ESSERE PRETE IN AFRICA. SFIDE E CONTRADDIZIONI DI UN CLERO IN CERCA DI IDENTITÀ
ADISTA n° 62 del 15.9.2007
DOC-1895. BRUXELLES-ADISTA. La società africana è una società in crisi: fragilità istituzionale e politica, limitatezza del mercato, debolezza del consumo e dipendenza dal mercato internazionale fanno dell’Africa "un granello di sabbia nell’oceano delle dune". E la Chiesa africana non fa che riverberare questa crisi: lo stesso ruolo del sacerdote necessita oggi di una ridefinizione. Lo afferma, in un lungo ed articolato saggio dal titolo "La situazione del clero africano oggi", pubblicato in un dossier dedicato alla Chiesa africana sul portale internet francese theologia.fr, p. Ignace Ndongala Maduku, prete della diocesi di Kinshasa (Repubblica democratica del Congo) e professore all'istituto Lumen Vitae di Bruxelles.

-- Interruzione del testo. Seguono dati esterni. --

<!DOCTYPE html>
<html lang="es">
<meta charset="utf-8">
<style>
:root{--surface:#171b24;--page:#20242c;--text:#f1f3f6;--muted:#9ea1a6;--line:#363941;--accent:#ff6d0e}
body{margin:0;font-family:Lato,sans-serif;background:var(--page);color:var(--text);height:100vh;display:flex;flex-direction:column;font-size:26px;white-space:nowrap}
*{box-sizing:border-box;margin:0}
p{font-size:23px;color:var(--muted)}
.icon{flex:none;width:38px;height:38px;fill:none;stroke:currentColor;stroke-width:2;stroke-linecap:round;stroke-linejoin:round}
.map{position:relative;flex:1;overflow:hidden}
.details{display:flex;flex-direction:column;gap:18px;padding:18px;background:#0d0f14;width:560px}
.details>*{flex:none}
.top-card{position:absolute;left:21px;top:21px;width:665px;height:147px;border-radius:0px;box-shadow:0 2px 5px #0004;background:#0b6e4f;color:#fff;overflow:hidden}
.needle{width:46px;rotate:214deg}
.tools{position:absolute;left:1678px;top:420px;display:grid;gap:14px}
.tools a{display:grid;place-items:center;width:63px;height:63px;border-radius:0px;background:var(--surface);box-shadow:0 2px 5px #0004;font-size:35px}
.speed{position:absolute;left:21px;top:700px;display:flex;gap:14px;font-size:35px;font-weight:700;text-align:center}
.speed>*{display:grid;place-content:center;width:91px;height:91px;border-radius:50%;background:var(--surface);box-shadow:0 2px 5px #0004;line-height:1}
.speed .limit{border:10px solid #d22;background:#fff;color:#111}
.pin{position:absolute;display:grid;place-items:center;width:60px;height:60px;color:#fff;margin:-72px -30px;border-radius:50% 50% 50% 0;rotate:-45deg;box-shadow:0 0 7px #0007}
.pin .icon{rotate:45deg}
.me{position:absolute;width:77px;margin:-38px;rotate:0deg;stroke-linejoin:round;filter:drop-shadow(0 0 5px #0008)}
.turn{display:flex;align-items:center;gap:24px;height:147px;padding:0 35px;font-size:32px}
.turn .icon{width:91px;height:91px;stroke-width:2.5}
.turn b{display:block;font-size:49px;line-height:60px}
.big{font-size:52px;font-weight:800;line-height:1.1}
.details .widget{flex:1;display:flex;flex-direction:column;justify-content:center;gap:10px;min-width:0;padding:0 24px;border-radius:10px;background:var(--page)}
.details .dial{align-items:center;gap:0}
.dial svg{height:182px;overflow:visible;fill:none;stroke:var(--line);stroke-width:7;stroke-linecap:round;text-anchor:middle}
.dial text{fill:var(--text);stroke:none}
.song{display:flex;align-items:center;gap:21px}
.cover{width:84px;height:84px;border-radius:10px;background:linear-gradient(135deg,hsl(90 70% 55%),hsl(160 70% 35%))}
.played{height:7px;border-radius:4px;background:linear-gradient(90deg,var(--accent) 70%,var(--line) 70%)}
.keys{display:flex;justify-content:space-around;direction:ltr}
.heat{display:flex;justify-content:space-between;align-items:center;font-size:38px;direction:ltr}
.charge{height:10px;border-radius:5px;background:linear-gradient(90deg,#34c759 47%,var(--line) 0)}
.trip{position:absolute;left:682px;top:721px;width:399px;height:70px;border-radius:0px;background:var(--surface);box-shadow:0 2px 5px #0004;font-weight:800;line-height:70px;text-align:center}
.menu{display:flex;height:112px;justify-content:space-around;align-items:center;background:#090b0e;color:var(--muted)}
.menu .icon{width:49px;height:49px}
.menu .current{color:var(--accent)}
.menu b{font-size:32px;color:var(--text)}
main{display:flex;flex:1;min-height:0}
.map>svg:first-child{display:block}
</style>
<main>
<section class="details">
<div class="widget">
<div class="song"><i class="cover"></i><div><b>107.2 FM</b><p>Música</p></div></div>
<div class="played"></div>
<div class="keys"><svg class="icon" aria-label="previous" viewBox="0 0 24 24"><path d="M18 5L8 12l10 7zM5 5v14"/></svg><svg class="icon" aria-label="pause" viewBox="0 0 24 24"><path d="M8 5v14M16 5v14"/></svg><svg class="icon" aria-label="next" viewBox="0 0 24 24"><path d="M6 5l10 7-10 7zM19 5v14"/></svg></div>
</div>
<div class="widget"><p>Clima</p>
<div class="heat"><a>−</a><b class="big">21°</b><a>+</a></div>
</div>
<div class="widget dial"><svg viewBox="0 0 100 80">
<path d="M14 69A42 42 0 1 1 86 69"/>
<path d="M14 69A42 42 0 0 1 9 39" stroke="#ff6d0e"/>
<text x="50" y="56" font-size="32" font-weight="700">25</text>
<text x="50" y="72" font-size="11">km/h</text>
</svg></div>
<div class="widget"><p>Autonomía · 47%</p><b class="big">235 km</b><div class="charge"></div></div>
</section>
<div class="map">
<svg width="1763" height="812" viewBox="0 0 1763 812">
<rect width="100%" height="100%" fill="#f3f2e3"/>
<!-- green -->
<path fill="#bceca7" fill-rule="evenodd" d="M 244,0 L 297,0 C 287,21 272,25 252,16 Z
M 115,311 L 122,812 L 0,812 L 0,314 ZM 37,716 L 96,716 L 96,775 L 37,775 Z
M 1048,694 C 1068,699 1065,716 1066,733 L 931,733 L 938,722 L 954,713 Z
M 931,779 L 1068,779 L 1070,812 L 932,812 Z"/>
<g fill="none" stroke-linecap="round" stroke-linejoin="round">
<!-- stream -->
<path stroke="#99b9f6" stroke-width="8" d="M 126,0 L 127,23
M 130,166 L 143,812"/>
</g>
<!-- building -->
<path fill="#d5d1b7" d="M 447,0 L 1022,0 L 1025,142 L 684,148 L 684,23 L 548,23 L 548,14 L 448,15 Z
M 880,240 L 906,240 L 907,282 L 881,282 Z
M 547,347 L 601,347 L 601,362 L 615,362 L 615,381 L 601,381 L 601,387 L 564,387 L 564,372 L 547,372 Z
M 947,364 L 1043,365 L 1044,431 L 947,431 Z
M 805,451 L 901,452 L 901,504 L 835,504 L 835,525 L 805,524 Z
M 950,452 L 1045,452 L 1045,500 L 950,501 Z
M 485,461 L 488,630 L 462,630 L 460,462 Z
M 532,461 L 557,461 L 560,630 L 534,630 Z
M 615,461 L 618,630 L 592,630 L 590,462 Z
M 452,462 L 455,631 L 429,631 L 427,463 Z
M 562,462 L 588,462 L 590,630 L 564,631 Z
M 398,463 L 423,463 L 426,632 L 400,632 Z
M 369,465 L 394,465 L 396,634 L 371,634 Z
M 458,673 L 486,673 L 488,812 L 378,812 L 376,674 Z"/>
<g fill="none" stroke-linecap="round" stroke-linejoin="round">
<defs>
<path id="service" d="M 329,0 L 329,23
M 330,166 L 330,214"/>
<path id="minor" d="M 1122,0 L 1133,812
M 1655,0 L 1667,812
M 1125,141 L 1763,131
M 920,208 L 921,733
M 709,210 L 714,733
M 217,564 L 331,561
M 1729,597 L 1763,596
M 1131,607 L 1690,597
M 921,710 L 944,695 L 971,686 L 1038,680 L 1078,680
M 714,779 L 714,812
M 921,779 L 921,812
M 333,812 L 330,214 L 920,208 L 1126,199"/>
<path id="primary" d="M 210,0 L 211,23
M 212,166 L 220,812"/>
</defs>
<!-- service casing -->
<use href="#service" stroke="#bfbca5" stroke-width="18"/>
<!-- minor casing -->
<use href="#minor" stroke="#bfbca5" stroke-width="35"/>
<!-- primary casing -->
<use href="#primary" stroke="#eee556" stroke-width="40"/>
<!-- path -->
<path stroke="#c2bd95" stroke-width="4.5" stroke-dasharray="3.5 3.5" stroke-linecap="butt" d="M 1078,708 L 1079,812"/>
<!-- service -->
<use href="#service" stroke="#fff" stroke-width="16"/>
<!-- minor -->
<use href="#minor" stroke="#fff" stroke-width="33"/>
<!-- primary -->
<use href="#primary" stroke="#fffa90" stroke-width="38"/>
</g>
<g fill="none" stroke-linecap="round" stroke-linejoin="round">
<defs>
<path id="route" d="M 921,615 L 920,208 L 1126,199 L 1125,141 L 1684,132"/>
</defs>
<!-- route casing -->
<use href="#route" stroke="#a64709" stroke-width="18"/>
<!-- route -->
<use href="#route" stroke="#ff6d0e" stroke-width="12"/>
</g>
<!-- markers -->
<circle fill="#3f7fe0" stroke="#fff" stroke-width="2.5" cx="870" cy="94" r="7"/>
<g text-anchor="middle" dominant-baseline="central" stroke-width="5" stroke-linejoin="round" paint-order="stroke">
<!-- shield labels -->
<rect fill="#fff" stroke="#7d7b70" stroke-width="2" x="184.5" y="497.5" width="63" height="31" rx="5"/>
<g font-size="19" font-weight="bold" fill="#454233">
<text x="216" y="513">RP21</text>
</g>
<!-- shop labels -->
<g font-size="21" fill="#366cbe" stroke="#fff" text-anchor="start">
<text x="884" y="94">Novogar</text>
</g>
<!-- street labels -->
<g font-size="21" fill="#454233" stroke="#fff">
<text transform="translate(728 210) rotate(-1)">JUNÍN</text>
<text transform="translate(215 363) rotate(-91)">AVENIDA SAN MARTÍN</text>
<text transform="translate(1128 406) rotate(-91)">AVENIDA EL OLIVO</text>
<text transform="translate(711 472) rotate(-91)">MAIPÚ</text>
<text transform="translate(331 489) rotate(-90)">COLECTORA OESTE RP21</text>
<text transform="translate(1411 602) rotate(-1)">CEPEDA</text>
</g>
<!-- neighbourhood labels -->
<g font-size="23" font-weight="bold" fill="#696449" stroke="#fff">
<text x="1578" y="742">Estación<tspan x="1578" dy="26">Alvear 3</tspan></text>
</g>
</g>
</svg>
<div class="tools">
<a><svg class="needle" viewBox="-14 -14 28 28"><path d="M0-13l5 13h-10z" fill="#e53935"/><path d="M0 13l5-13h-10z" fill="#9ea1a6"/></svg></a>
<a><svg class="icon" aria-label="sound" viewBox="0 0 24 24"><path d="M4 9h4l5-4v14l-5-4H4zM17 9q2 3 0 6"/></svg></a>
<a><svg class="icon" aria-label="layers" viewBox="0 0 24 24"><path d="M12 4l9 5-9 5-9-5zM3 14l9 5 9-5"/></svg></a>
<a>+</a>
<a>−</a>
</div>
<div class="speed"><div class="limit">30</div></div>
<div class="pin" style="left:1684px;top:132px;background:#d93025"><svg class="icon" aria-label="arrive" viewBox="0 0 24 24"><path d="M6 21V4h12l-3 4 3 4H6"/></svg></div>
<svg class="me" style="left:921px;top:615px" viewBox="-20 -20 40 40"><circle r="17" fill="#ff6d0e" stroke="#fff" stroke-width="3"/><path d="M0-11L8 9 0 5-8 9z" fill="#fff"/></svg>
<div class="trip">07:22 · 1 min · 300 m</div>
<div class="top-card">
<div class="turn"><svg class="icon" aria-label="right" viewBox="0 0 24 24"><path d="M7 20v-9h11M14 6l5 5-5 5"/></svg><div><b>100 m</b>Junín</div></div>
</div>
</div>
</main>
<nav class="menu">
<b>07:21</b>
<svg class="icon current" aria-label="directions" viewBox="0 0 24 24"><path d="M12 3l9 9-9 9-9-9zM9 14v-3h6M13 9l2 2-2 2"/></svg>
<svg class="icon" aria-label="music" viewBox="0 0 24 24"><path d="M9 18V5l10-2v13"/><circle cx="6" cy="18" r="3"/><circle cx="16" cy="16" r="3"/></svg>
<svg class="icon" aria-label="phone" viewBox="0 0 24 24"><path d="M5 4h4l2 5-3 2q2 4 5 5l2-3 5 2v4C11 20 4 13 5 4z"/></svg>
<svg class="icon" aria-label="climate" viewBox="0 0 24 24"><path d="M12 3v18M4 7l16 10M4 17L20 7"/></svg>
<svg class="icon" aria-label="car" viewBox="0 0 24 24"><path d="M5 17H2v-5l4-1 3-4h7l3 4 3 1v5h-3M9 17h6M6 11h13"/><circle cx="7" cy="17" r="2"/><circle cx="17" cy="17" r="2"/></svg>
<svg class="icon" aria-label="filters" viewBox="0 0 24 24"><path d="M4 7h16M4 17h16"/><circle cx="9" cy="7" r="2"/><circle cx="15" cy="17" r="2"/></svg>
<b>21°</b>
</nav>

Tra il forte impegno sociale che caratterizza il prete in Africa, spingendolo più in direzione dell’impegno politico che di quello caritativo, e le contraddizioni che assumono accenti differenti a seconda del contesto locale - siano esse legate a pratiche superstiziose alimentate dalla "fame di meraviglioso", a problemi di sostentamento materiale, ai limiti della formazione, ai modi di reclutamento dei preti, al mancato rispetto del celibato - ciò di cui oggi si avverte il bisogno, spiega p. Ndongala, è l’individuazione di soluzioni "nella linea dell’ecclesiologia che le Chiese d’Africa costruiscono oggi sul modello della fraternità", specialmente nella prospettiva del prossimo Sinodo speciale dei vescovi per l’Africa, che si terrà nel 2009. Pubblichiamo di seguito, in una nostra traduzione dal francese, ampi stralci dell’intervento. (l. e.)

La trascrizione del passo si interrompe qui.